**Data records**.
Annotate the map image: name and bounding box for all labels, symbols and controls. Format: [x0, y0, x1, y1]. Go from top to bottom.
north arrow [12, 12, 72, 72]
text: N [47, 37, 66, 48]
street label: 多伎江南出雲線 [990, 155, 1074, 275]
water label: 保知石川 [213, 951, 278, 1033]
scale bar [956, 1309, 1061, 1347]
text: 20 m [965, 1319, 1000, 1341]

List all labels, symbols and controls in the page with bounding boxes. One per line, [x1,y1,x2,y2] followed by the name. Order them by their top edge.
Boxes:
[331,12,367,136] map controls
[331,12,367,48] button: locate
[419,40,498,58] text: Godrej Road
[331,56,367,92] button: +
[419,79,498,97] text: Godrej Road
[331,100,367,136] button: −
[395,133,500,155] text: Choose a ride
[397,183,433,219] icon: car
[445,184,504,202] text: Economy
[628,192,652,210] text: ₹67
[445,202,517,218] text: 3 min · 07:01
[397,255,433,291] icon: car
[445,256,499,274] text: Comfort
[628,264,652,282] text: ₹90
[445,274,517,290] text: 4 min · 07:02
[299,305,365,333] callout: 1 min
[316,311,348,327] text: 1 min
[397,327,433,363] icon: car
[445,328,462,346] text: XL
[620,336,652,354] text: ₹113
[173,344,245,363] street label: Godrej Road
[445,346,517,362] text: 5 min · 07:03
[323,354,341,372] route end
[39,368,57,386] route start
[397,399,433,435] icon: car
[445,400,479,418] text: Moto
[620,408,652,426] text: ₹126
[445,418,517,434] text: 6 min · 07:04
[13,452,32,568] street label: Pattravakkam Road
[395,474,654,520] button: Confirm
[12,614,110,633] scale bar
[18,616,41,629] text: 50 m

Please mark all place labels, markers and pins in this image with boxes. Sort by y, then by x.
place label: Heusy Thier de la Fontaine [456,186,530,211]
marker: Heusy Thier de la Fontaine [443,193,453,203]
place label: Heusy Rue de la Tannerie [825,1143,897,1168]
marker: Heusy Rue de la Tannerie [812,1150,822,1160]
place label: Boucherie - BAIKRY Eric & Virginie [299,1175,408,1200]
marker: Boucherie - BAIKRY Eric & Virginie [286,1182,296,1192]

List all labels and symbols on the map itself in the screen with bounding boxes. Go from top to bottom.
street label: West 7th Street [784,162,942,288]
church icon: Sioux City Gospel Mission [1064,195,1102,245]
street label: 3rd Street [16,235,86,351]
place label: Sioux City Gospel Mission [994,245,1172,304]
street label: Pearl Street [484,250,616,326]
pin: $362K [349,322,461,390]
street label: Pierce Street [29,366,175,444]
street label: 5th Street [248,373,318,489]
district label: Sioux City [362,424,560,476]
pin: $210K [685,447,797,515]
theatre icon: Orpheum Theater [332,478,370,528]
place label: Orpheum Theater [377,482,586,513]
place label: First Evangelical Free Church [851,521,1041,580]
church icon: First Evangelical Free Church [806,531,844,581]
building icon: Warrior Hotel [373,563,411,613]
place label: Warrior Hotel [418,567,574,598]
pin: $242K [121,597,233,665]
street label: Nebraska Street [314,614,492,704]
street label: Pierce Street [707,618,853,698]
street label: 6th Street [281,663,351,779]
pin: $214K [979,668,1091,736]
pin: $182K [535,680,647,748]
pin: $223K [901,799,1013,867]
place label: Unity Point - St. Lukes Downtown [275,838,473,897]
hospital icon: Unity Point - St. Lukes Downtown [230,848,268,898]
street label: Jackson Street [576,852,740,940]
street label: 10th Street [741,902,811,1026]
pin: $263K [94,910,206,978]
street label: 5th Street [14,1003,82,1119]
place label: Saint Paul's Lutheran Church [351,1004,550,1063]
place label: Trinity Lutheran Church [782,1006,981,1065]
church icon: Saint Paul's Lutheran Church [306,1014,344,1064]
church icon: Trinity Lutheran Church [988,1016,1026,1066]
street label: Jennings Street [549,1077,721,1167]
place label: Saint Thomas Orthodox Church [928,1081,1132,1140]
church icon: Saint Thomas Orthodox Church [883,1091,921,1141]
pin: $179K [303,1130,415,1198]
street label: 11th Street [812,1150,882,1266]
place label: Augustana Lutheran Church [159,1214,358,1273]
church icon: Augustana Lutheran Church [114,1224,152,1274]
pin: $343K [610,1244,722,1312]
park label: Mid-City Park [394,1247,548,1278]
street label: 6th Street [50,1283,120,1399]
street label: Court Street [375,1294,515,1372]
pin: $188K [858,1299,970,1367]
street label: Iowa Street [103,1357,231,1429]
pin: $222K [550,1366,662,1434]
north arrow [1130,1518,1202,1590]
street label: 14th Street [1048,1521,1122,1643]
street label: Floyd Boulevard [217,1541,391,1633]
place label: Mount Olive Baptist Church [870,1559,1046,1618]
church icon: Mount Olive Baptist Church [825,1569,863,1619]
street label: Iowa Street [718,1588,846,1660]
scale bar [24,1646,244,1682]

**Work order**. What lines of the data contain the string "BAIKRY"? List them.

**Problem solution**.
place label: Boucherie - BAIKRY Eric & Virginie [299,1175,408,1200]
marker: Boucherie - BAIKRY Eric & Virginie [286,1182,296,1192]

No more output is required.